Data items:
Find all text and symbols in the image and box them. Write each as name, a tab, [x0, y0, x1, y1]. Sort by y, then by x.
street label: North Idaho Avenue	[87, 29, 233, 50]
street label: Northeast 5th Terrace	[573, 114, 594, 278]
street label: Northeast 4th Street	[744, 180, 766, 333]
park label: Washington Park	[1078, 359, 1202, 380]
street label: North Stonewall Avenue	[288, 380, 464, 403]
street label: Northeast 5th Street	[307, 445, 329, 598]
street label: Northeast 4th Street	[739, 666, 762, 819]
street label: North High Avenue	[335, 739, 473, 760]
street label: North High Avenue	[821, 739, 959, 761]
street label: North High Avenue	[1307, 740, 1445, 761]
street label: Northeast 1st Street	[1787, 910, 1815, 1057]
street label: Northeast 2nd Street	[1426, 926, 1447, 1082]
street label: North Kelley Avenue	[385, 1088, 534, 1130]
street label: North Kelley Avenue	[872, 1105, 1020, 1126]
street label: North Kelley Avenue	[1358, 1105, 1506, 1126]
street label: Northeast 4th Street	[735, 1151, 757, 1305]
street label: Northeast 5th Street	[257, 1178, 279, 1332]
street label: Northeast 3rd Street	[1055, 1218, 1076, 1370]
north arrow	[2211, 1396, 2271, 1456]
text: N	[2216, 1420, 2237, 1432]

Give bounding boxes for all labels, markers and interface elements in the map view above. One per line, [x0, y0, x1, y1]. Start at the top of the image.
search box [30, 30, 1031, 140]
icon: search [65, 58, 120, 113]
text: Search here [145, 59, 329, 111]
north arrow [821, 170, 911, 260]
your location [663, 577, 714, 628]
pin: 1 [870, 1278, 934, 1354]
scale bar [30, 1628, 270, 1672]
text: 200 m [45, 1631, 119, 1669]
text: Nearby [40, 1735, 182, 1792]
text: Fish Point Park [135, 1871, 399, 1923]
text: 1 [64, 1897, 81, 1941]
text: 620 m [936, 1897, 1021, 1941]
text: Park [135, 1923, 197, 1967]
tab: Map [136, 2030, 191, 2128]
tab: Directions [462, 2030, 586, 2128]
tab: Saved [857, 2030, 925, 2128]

THE PROBLEM =>
Could you reproduce all the records exactly?

RESPONSE FOR THIS EXERCISE =>
Find all text and symbols in the image and box them. Write each as name, a tab, [x0, y0, x1, y1]. Sort by y, then by x.
street label: North Idaho Avenue	[87, 29, 233, 50]
street label: Northeast 5th Terrace	[573, 114, 594, 278]
street label: Northeast 4th Street	[744, 180, 766, 333]
park label: Washington Park	[1078, 359, 1202, 380]
street label: North Stonewall Avenue	[288, 380, 464, 403]
street label: Northeast 5th Street	[307, 445, 329, 598]
street label: Northeast 4th Street	[739, 666, 762, 819]
street label: North High Avenue	[335, 739, 473, 760]
street label: North High Avenue	[821, 739, 959, 761]
street label: North High Avenue	[1307, 740, 1445, 761]
street label: Northeast 1st Street	[1787, 910, 1815, 1057]
street label: Northeast 2nd Street	[1426, 926, 1447, 1082]
street label: North Kelley Avenue	[385, 1088, 534, 1130]
street label: North Kelley Avenue	[872, 1105, 1020, 1126]
street label: North Kelley Avenue	[1358, 1105, 1506, 1126]
street label: Northeast 4th Street	[735, 1151, 757, 1305]
street label: Northeast 5th Street	[257, 1178, 279, 1332]
street label: Northeast 3rd Street	[1055, 1218, 1076, 1370]
north arrow	[2211, 1396, 2271, 1456]
text: N	[2216, 1420, 2237, 1432]

Give bounding boxes for all labels, markers and interface elements in the map view above. One per line, [x0, y0, x1, y1]. Start at the top of the image.
search box [30, 30, 1031, 140]
icon: search [65, 58, 120, 113]
text: Search here [145, 59, 329, 111]
north arrow [821, 170, 911, 260]
your location [663, 577, 714, 628]
pin: 1 [870, 1278, 934, 1354]
scale bar [30, 1628, 270, 1672]
text: 200 m [45, 1631, 119, 1669]
text: Nearby [40, 1735, 182, 1792]
text: Fish Point Park [135, 1871, 399, 1923]
text: 1 [64, 1897, 81, 1941]
text: 620 m [936, 1897, 1021, 1941]
text: Park [135, 1923, 197, 1967]
tab: Map [136, 2030, 191, 2128]
tab: Directions [462, 2030, 586, 2128]
tab: Saved [857, 2030, 925, 2128]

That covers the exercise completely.